Moreover, many studies have not provided a detailed description of the exclusion criteria of patients, such as whether they are accompanied by infection, liver disease, and other diseases that may affect the white blood cell count. Therefore, it is not clear whether the occurrence of leukopenia, lymphopenia, and neutropenia in patients with SLE is solely caused by the disease itself. In addition, current studies only focused on the prevalence of leukopenia, neutropenia, and lymphopenia; however, the degree of decrease in these blood cells relative to healthy controls remains to be studied.

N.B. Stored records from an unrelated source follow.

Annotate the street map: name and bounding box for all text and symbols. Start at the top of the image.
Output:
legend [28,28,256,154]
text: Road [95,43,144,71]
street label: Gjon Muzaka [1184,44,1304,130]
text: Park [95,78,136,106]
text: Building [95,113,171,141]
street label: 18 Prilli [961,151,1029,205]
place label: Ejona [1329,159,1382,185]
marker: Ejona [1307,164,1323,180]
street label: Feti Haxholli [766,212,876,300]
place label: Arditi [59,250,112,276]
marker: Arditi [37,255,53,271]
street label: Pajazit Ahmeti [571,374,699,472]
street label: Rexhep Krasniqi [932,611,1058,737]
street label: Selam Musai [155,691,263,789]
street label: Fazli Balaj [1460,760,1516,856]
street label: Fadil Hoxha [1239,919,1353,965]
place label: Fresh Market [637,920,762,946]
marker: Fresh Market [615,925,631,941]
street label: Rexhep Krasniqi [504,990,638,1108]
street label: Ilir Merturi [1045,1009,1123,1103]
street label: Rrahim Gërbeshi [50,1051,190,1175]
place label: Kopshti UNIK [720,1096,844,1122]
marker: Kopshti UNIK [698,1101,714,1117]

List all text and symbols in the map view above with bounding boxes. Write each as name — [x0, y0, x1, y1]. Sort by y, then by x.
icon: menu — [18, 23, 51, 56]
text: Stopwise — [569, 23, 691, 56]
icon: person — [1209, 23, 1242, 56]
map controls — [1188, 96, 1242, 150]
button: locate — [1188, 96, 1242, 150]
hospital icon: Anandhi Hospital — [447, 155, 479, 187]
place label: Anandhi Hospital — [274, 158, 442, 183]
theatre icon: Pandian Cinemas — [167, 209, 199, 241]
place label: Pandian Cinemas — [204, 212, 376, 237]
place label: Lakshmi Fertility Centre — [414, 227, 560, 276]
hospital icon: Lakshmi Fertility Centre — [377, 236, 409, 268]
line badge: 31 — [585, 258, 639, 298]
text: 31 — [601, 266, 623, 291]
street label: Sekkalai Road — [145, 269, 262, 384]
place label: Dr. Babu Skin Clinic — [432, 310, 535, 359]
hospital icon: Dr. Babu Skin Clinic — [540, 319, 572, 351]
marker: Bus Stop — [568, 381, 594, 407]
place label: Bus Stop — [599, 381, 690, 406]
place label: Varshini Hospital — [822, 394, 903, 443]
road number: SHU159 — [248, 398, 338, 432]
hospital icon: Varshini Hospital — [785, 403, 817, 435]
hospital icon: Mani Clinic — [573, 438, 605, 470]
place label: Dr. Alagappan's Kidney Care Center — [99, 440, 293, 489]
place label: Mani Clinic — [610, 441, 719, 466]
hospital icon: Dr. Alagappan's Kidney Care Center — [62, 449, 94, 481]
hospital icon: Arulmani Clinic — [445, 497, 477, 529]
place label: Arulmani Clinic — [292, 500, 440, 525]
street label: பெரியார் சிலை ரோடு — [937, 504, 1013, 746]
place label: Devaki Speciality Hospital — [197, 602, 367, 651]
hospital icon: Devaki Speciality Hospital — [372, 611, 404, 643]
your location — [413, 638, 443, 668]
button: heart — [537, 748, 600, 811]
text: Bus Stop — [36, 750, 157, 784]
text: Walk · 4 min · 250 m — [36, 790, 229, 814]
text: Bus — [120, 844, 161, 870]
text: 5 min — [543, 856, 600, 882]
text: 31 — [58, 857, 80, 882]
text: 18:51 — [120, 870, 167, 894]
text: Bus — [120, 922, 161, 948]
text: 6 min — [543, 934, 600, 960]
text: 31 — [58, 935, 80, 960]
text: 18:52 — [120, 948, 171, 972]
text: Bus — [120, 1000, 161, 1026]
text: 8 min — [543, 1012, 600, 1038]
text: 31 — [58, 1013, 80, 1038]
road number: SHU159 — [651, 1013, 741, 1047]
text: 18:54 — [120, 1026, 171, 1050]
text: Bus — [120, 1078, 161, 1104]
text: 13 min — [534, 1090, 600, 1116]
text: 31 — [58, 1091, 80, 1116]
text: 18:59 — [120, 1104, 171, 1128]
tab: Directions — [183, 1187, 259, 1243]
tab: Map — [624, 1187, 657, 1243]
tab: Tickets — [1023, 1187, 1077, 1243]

Finally, the clinical characteristics of leukopenia in Chinese patients with SLE have not been reported. Therefore, we analyzed the clinical characteristics of leukopenia in patients with SLE of Han ethnicity in Suzhou, China, and excluded patients with diseases that may have potential effects on leukocytes and those with drug-induced myelosuppression.
Methods
Study Design and Period
A single-center, retrospective, cross-sectional study design was used to assess the clinical characteristics of leukopenia in Han patients with SLE. A retrospective study based on inpatients’ medical records from June 2013 to August 2020 was conducted in the Department of Rheumatology and Immunology, the Second Affiliated Hospital of Soochow University. Healthy subjects of Han ethnicity from the physical examination center were also included in the control group. This study was conducted in accordance with the World Medical Association Declaration of Helsinki and was approved by the Human Ethics Review Committee of the Second Affiliated Hospital of Soochow University. Informed consent was not required from patients and healthy subjects, which was approved by the Human Ethics Review Committee, because the study was based on the participants’ previous medical records.
Inclusion Criteria
Han patients diagnosed with SLE were included in this study. The establishment of SLE diagnosis needed to meet one of the following three criteria: (a) the American College of Rheumatology (ACR) 1997 revised criteria [5, 6]; (b) 2012 Systemic Lupus International Collaborating Clinics classification criteria [7]; or (c) 2019 European League Against Rheumatism/ACR classification criteria [8].
Exclusion Criteria
Patients with SLE were excluded if they had at least one of the following conditions: (a) other autoimmune diseases, such as rheumatoid arthritis, ankylosing spondylitis, systemic sclerosis, antiphospholipid antibody syndrome, or thrombotic microangiopathy; (b) myelosuppression induced by drugs, (c) infectious diseases, (d) pregnancy, (e) malignant disease, (f) hematological disease, (g) blood transfusion, (h) hepatosplenic disease, (i) coronary artery disease, heart failure, or acute coronary syndrome; and (J) diabetes.
Data Collection
The following information was extracted from each SLE patient’s electronic medical records during the same hospitalization: demographic data, clinical findings, organ involvement, serological profile (antinuclear antibody [ANA], anti-dsDNA, anti-Sm, anti-U1RNP, anti-Ro52, anti-Ro60, anti-La, anti-Scl70, anti-Jo, anti-centromere protein B, anti-ribosomal P protein), anti-phospholipid antibody (IgG and IgM anti-cardiolipin, IgG anti-β2-glicoprotein 1), complement 3 (C3), C4, immunoglobulin G (IgG), IgA, IgM, hemocytes, urine routine, direct Coombs’ test, erythrocyte sedimentation rate (ESR), C-reactive protein (CRP), and immunosuppressive agents, including corticosteroids. In addition, the SLE disease activity index (SLEDAI) 2000 score was calculated. In healthy controls, only demographic characteristics and blood cell count were collected.
Operational Definitions
Hemocytes were tested using an automatic blood analyzer within 2 h of blood sample collection in EDTA tubes. Leukopenia was defined as a repeated leukocyte count of < 3.5 × 109/l, neutropenia as a repeated neutrophil count of < 1.8 × 109/l, lymphopenia as repeated lymphocyte counts of < 1.1 × 109/l, thrombocytopenia as a repeated platelet count of < 125 × 109/l, and anemia as repeated a hemoglobin level of < 115 g/l.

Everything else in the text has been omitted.